The problem is that if you define God as goodness itself, then taking 2 as an axiom is equivalent to taking the statement “God exists” as an axiom.
Not in formal logic. In formal logic, all premises add things to prior premises, and the result is a conclusion that is the sum of the premises. Thus the argument…
All men are mortal.
Socrates is a man.
Therefore, Socrates is mortal.
…is not circular. The argument I posted about God and morality has the same form, and therefore is not circular either. Unless I’ve misunderstood something.
In other words, you need to define what God is first, and if that definition is “objective goodness itself” then you cannot make an assertion like #2 without begging the question.
This is the same objection in clearer words, so it is covered by the previous explanation: in formal logic, the conclusion must appear in the sum of the premises in order to be valid. Your objection appears to be that the conclusion appears when you add the premises together, but that’s what must happen or the argument would be invalid. Since the conclusion is the correct sum of the premises, the only possible objection to the argument is that one of the premises is false – again, unless I’ve misunderstood formal logic.
That is a terrible argument for a number of reasons
I think it can only be for two possible reasons: either the argument doesn’t follow logical structure or at least one of the premises is false. But the argument does follow the structure of formal logic, so which premise(s) do you deny?
but I think some Christians would think that such reasoning was an attempt at defining goodness without God.
Some might think that, but I don’t think they would be correct.
But the problem isn’t the existence of an objective measure of goodness or positivity, it is the actual definition that will allow us to objectively decide which things are good or positive and which are not.
That seems accurate. We can’t objectively decide which things are good or bad merely by saying “God is the standard of morality.” We would first have to know at least something about God’s behavior.
Just knowing it exists isn’t enough, we need to know what it is in order to figure out if being God-like is actually positive.
I don’t think that’s quite accurate. I think we can show that existence is a positive quality by carefully examining the contrary. If existence was a negative quality, it would seem to follow that it is impossible to posit that anything exists. The reason is that I believe the word “positive” in this case refers to the ability to logically posit that quality Y belongs to subject X. If that is correct, and if you can logically posit that anything exists, it seems to follow that existence is a positive quality, i.e. a quality that can be posited about a subject.
I assume that is why Godel included Axiom 3 at all, it lets him avoid the question and most people would just agree offhand since the word “positive” seems like a thing God-like-ness would be, and forget the fact that since “positivity” hasn’t actually been defined, they don’t know what they’re agreeing to.

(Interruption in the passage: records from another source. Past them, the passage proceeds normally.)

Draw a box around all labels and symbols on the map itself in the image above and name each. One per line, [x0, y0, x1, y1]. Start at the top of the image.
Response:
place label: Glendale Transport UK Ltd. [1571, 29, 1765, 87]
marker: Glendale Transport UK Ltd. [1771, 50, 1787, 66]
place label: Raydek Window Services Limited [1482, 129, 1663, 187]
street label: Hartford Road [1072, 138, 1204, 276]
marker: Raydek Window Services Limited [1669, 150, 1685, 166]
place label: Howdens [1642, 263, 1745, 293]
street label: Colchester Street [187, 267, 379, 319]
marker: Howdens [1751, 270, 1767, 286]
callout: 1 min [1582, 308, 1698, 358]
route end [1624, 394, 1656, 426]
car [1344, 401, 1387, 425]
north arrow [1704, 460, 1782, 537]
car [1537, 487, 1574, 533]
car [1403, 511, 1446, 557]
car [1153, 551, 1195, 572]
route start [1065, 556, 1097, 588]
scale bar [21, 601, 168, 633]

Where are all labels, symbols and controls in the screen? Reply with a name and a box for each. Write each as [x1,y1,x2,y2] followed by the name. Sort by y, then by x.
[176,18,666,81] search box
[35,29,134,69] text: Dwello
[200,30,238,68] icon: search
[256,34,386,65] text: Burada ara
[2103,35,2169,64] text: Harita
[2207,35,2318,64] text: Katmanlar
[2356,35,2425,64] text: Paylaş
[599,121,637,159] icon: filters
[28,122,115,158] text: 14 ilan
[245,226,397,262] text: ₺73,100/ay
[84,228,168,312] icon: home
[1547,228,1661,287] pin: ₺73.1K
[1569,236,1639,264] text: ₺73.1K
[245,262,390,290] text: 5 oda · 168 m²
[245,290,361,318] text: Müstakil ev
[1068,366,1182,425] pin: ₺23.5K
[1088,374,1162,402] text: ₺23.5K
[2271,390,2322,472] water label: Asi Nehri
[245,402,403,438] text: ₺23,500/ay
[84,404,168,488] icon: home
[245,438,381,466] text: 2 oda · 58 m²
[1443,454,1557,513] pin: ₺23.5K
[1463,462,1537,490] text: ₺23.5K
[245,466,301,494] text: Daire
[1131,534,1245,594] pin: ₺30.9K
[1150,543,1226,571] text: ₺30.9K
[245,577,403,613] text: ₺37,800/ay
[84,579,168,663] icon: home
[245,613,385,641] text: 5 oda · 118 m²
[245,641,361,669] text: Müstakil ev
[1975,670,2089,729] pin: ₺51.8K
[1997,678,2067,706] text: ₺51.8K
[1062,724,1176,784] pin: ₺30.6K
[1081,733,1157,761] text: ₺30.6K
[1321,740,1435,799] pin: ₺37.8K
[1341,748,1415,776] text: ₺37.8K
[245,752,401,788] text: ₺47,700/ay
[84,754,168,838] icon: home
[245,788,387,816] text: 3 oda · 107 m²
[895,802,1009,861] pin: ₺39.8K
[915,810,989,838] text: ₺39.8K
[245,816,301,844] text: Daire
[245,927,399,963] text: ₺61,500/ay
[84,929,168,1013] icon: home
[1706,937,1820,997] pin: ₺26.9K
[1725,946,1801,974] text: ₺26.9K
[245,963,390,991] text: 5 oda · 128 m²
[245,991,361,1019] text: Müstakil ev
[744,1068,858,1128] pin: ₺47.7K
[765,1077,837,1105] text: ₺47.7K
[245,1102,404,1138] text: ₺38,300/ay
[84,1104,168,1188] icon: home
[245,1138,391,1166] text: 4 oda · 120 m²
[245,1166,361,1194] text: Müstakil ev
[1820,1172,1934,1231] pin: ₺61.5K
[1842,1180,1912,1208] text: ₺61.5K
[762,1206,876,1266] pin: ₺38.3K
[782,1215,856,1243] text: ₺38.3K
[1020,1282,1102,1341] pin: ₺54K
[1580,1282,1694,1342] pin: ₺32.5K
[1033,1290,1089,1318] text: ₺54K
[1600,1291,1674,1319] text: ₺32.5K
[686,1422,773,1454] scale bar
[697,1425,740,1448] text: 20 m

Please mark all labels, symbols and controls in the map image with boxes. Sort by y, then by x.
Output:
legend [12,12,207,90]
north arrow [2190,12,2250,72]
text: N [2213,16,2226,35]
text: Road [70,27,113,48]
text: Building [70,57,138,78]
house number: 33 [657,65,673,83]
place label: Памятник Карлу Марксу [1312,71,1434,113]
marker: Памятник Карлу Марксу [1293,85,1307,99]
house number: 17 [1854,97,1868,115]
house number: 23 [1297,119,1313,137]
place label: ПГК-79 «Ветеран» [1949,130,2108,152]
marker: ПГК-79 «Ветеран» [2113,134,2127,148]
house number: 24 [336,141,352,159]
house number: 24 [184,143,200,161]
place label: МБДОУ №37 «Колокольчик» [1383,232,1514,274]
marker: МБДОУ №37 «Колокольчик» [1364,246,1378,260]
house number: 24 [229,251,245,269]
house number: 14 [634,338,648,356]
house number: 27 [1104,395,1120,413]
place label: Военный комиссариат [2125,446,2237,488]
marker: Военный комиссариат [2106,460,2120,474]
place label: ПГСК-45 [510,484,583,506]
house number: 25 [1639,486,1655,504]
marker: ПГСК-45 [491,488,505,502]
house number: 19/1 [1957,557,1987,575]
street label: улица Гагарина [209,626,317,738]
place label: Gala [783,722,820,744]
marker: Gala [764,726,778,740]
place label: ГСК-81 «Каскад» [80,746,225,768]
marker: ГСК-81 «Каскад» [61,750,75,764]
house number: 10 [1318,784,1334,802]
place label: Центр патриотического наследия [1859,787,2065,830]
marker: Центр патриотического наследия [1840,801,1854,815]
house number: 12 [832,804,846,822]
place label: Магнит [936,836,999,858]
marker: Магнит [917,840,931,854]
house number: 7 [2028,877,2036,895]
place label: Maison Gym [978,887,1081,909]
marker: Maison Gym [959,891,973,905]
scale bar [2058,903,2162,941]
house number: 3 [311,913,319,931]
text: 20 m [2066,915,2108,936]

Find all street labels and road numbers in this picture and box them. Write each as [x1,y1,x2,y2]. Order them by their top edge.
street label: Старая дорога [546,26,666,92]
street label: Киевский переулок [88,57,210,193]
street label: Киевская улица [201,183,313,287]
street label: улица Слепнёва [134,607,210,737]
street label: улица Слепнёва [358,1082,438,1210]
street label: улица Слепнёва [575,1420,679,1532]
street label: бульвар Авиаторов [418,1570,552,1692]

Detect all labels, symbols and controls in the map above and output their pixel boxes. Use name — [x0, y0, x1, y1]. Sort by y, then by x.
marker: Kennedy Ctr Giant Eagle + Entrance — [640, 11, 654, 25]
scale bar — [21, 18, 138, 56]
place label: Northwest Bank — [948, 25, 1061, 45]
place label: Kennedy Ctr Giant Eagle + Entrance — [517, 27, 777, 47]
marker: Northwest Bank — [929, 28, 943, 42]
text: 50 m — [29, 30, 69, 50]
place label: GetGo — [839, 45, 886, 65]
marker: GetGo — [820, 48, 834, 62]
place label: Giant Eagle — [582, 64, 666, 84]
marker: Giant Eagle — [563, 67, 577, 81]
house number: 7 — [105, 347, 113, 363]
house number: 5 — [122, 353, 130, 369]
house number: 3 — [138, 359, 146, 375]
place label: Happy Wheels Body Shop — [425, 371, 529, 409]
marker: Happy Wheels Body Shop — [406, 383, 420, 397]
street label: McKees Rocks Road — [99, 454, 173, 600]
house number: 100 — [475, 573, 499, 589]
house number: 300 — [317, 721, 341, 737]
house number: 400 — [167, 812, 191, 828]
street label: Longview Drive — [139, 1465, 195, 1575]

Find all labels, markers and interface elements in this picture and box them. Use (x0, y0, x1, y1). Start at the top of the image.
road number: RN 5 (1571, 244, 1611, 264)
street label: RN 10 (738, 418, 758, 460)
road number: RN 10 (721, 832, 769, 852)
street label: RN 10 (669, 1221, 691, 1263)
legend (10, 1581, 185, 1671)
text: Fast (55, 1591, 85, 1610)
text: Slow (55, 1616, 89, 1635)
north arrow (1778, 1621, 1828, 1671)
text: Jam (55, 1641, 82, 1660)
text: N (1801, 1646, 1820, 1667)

I don’t think that is what he is doing. I think he is using the term “positive quality” in a way that is more like “actually existing quality” than like “morally good quality.” You can’t posit that a quality belongs to something if the quality does not exist. You can only posit that it belongs to something if it does exist. Positive in this case seems to relate to the ability to logically posit that a quality belongs to something. If you can’t logically posit that quality Y belongs to subject X, then Y is not a positive quality.
Can you give me the actual, concrete definition of goodness or positivity which would allow us to start objectively evaluating properties to see which ones Godel’s proof would assert that God has?
I think positivity in this case is the same thing as actually existing, and only includes moral goodness if moral goodness is a quality that actually exists (i.e. a positive quality).
We could take the easy way and say that properties are good or positive iff God has them, but that would certainly lead to a circular argument.
That seems likely.
I think that both statements are dubious.
1)Altruism and morality have been explained by natural causes such as evolution.
If altruism and morality are explained by evolution, does that mean we are morally obliged to obey evolution?
- An objective standard of morality does not exist. Take for example, the use of artificial birth control for a married couple with seven children. One standard says that this is morally wrong, but another standard (including the majority belief of married American Roman Catholic women) will say that it is morally acceptable.
Your example does not seem to prove your point. An objective standard of morality seems to be able to exist in the face of people who contradict it in the same way that objective facts exist in the face of people who contradict them. What am I missing?
How do you propose to punish those Catholic and non-Catholic women who are using the artificial birth control pill?
If we banned the pill, we could punish its possessors in the same way that possessors of other contraband products are punished. I’m not sure how other contraband is regulated, but I don’t think the cases would be much different.